Understanding Bloom Filters In Python

Introduction

Bloom filters are a probabilistic data structure that can be used to test whether an element is a member of a set. They excel in situations where the amount of data is so large that not all of it can fit in memory.

How Does A Bloom Filter Work?

A Bloom filter consists of a bit array of a fixed size. In the beginning, all the bits in the array are set to 0. When an element comes in, it is hashed by multiple hash functions into different positions in the bit array, and these positions are set to 1.

Python Code Implementation

Below is a simple Python implementation of a Bloom filter using the built-in hashlib module for hash functions and bitarray to manage the bit array.

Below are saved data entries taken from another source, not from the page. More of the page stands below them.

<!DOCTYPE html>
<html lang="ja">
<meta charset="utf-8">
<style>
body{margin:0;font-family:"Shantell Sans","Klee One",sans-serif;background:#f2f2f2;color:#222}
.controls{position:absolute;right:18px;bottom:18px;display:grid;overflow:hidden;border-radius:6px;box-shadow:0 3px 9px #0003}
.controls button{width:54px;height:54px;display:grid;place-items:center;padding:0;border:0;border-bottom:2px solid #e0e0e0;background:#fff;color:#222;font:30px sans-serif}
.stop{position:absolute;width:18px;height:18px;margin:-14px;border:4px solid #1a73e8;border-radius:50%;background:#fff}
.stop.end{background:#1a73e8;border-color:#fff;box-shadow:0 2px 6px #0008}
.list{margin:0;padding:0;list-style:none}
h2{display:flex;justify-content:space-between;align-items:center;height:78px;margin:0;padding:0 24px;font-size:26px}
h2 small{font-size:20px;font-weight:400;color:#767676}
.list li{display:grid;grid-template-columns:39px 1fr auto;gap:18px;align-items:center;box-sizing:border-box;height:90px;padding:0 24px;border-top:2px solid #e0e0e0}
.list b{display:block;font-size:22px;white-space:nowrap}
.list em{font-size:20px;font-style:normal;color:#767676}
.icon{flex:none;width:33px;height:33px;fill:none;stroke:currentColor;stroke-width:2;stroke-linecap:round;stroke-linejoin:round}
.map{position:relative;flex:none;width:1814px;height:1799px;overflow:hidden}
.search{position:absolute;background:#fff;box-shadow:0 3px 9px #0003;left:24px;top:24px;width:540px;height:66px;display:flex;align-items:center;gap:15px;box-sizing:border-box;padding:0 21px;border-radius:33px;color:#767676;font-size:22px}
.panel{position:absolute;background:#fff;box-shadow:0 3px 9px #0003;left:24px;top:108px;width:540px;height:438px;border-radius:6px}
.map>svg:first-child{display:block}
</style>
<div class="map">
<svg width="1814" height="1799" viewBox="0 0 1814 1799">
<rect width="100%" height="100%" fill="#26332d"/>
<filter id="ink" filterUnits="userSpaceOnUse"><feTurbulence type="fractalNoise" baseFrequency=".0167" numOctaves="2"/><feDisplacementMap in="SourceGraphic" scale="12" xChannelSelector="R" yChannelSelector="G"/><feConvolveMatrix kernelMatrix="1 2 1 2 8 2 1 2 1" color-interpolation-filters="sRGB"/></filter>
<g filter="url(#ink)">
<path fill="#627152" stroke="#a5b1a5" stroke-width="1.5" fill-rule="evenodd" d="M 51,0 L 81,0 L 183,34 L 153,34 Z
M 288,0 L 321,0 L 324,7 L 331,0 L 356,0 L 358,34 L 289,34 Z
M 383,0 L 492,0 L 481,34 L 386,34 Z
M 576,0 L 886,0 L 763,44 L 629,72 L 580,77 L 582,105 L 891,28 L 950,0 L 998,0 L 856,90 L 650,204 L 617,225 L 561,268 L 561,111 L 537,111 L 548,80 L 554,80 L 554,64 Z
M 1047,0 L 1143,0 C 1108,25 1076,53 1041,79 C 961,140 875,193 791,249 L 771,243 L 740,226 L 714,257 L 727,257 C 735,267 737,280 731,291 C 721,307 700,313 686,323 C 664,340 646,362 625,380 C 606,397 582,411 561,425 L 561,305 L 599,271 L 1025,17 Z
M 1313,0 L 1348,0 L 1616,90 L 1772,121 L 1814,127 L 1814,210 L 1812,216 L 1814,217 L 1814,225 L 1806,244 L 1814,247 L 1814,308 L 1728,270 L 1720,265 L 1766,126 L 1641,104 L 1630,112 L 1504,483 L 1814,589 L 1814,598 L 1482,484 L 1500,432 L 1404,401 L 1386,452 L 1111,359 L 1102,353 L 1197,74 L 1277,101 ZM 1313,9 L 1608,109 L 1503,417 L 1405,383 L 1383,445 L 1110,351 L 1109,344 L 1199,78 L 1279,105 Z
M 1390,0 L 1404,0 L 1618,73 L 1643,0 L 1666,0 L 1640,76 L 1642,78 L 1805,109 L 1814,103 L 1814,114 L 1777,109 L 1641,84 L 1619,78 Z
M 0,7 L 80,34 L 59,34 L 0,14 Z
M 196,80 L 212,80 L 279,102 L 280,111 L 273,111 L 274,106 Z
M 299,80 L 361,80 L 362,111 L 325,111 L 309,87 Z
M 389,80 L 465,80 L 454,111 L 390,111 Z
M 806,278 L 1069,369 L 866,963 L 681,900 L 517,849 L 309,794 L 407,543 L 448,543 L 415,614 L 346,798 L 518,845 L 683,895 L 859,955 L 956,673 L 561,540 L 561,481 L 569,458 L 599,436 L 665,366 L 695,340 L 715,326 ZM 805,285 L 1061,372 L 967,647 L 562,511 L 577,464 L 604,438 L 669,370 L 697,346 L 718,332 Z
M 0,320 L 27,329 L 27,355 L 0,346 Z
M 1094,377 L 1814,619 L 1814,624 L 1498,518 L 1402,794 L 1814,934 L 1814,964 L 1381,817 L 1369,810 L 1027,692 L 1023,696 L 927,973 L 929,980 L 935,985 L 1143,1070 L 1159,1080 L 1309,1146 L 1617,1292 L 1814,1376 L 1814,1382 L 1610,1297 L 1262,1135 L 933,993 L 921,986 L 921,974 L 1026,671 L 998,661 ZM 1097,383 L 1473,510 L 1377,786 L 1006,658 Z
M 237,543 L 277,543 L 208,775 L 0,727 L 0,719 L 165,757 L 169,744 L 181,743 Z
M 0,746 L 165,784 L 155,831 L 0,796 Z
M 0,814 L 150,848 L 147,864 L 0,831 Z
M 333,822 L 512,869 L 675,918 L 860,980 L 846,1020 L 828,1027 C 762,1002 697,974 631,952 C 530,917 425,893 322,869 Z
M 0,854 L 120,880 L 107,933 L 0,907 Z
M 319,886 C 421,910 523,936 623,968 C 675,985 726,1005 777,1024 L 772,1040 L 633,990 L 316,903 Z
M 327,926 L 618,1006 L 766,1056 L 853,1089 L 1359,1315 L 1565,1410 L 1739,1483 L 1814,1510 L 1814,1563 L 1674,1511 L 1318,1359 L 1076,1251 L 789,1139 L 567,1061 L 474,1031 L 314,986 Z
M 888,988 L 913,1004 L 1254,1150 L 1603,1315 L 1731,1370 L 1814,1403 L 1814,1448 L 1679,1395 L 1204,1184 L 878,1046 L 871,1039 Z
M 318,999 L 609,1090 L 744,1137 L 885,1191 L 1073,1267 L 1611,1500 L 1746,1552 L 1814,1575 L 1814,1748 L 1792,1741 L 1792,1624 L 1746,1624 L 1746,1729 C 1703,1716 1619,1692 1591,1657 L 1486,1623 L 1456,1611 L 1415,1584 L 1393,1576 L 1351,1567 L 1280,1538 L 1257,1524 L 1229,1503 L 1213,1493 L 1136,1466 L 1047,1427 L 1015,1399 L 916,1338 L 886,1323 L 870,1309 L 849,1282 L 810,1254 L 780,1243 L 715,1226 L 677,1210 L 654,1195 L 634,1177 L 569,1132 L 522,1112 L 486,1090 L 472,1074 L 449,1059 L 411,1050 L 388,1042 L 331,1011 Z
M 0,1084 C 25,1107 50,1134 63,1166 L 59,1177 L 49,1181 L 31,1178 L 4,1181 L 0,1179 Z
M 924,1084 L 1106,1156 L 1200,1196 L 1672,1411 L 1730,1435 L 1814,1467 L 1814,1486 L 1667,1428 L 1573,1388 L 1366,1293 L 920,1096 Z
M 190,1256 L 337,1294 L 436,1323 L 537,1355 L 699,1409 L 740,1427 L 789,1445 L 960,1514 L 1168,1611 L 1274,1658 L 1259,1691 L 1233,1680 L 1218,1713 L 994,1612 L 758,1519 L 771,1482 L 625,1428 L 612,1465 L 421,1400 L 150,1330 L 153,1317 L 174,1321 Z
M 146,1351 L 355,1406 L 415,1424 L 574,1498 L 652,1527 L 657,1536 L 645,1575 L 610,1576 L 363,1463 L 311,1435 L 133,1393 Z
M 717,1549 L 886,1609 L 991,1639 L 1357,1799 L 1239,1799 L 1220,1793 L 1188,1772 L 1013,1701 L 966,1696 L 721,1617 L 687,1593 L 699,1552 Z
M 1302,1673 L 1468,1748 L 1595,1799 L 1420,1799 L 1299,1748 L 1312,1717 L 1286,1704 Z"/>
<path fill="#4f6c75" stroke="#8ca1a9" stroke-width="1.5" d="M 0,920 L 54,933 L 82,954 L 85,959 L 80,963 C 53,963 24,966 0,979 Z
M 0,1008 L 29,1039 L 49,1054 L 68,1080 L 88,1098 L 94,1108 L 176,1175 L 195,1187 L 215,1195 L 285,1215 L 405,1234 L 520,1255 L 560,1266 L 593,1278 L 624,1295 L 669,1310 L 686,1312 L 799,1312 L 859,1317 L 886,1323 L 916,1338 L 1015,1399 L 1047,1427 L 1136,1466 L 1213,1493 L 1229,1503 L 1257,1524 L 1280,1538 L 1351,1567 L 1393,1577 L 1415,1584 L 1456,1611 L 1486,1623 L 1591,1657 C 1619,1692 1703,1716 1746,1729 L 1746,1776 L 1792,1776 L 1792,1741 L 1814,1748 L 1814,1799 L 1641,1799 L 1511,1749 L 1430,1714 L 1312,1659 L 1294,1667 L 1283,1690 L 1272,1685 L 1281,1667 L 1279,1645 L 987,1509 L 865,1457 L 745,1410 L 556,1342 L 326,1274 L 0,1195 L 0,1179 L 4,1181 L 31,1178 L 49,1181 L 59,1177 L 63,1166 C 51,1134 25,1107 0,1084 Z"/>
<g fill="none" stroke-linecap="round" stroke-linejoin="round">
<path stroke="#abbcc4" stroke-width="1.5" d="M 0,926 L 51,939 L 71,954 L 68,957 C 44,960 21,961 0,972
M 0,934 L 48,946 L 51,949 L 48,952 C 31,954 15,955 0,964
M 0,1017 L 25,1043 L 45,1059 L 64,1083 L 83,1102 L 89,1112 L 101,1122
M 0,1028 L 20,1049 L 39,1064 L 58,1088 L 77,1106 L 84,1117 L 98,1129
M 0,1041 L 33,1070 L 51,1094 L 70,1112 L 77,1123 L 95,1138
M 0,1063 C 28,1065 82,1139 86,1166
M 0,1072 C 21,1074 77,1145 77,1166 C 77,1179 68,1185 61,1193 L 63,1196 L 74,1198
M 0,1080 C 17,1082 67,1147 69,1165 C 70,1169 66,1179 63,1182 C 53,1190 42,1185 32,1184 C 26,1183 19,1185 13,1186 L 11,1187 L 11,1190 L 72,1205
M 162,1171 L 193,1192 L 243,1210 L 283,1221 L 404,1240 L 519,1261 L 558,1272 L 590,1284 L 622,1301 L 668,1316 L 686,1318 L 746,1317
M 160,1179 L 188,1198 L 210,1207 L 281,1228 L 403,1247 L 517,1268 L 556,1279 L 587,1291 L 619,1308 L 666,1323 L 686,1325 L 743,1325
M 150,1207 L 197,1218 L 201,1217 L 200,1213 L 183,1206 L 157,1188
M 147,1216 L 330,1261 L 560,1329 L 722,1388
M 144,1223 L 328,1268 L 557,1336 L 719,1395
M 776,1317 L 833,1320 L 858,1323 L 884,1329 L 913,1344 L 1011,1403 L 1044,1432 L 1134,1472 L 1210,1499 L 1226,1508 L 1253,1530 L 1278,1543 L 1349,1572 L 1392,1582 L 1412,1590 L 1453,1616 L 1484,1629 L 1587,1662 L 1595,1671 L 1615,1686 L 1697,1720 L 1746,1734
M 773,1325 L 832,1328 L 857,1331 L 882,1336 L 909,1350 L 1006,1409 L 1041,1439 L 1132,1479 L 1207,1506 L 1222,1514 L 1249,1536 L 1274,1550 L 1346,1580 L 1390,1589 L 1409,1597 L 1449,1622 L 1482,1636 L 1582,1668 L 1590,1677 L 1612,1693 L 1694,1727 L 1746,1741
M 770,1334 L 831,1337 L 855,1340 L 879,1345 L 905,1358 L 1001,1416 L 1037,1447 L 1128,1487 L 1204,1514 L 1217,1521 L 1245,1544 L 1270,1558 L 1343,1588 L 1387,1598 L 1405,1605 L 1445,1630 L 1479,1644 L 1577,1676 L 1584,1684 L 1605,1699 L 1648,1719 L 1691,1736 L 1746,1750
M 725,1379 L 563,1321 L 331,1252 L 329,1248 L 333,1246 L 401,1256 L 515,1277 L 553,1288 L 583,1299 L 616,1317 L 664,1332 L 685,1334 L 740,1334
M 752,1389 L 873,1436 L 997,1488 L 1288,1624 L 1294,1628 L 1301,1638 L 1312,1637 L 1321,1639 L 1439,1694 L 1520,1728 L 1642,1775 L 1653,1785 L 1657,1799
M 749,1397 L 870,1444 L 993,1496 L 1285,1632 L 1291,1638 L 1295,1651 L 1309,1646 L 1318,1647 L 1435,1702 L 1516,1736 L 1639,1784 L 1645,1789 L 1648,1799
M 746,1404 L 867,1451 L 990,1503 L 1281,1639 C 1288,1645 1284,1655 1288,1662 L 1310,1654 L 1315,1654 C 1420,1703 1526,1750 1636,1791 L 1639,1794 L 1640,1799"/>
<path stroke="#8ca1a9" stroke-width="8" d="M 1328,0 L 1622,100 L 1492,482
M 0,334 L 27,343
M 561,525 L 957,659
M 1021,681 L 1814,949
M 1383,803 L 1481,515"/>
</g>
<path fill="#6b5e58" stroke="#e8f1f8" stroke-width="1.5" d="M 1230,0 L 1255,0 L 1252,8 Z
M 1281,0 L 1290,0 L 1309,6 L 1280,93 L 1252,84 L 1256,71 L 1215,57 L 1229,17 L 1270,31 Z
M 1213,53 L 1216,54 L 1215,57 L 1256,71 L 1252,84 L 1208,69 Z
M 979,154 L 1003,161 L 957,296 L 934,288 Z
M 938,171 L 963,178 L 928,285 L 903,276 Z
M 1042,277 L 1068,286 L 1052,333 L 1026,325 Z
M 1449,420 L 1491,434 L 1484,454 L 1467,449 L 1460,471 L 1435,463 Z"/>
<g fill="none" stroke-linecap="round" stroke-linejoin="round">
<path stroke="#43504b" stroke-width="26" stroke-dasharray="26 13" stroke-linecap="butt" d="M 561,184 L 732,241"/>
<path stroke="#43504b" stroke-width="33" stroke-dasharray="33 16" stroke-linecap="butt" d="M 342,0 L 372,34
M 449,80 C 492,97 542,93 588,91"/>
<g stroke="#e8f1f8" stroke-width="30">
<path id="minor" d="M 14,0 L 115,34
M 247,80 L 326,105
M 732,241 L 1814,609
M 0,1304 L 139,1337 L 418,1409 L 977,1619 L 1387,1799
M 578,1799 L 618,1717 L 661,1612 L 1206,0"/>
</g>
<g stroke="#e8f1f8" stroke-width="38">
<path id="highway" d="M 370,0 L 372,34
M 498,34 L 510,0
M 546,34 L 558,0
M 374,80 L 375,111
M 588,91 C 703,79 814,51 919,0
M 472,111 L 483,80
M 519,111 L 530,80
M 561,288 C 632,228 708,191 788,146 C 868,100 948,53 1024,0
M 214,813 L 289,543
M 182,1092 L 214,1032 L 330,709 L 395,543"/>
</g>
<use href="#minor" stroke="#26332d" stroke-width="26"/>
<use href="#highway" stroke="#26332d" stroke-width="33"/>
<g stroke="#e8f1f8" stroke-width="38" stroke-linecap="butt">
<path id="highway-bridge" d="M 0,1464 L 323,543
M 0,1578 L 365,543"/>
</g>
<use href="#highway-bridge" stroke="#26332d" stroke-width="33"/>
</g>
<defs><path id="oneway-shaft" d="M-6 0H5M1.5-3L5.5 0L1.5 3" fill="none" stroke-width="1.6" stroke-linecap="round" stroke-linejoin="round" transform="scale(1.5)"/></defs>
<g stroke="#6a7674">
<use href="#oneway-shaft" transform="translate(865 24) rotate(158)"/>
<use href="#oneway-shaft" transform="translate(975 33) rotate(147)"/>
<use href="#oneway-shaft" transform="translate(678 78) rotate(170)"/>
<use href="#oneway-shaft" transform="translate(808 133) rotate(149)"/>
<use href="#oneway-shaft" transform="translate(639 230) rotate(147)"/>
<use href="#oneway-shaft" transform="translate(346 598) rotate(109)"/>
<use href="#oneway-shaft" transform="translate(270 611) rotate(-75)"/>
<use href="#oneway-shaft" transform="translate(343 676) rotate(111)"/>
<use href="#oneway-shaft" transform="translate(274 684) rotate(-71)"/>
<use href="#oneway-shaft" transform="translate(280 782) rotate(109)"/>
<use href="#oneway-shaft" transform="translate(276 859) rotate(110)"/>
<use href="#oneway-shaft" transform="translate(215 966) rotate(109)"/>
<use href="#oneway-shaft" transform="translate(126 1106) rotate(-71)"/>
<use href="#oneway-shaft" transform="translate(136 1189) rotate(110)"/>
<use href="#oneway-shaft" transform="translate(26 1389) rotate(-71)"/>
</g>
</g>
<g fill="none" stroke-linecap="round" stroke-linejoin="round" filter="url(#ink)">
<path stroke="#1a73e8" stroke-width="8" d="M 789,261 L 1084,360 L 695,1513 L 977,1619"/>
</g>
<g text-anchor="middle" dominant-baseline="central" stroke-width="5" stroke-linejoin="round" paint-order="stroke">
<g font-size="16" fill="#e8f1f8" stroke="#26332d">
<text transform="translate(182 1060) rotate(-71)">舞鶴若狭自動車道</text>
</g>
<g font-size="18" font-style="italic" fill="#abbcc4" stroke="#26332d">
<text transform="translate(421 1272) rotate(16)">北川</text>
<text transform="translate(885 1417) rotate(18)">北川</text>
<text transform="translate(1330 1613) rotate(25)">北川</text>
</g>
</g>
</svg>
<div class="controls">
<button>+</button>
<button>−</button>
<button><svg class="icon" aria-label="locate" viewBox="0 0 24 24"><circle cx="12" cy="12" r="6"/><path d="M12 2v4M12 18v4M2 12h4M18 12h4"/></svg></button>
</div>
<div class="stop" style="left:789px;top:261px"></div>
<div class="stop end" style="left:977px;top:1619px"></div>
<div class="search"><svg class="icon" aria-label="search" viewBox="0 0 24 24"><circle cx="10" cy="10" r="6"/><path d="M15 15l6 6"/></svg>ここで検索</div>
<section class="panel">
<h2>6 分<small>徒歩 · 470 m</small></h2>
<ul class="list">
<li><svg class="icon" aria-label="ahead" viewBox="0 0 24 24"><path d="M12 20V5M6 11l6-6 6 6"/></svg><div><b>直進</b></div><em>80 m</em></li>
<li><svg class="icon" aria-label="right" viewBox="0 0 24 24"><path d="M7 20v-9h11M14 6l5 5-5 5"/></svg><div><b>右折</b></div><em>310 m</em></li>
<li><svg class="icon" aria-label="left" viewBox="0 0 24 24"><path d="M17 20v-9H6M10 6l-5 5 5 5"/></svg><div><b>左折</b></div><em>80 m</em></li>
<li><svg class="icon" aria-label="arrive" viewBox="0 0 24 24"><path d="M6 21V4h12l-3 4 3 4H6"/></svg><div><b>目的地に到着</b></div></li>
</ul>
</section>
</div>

The Python code is shown below:

import hashlib
from bitarray import bitarray

class BloomFilter:
    def __init__(self, size, hash_num):
        self.size = size
        self.hash_num = hash_num
        self.bit_array = bitarray(self.size)
        self.bit_array.setall(0)
    
    def add(self, string):
        for seed in range(self.hash_num):
            result = hashlib.sha256(string.encode('utf-8')).hexdigest()
            digest = int(result, 16)
            bit = digest % self.size
            self.bit_array[bit] = 1
    
    def lookup(self, string):
        for seed in range(self.hash_num):
            result = hashlib.sha256(string.encode('utf-8')).hexdigest()
            digest = int(result, 16)
            bit = digest % self.size
            if self.bit_array[bit] == 0:
              return "Nope"
        return "Probably"

In the above code, the BloomFilter class is initialized with a specified size and number of hash functions (hash_num). The add method hashes an incoming string and sets the corresponding bit in the bitarray to 1. The lookup method checks if the bits at the hashed positions are set; if they are, it's likely the element is in the set.

Use of Bloom Filter

A Python example demonstrating the usage of the above BloomFilter class is demonstrated below:

bloom = BloomFilter(500000, 7)
elements = ["dog", "cat", "bird"]

for ele in elements:
	bloom.add(ele)

for ele in elements:
	print(bloom.lookup(ele))

print(bloom.lookup("dinosaur"))

In the above code, we initialize a BloomFilter with size 500000 and 7 hash functions. We then add the strings "dog", "cat", and "bird" to the filter. When we lookup these elements, the result is "Probably", indicating that they're likely part of the set. However, when we look up "dinosaur", which was not added to the filter, the result is "Nope", indicating it's almost certainly not part of the set.

Conclusion

In this blog post, we covered the basics of Bloom Filters, how they work and how to implement one in Python. Bloom filters are an incredibly useful tool for dealing with large datasets efficiently.

Next time you're faced with a situation where you have a huge list of elements and want to quickly check if an item maybe in that list without using lots of memory, consider using a Bloom Filter!

That's the end of this blog post, happy coding!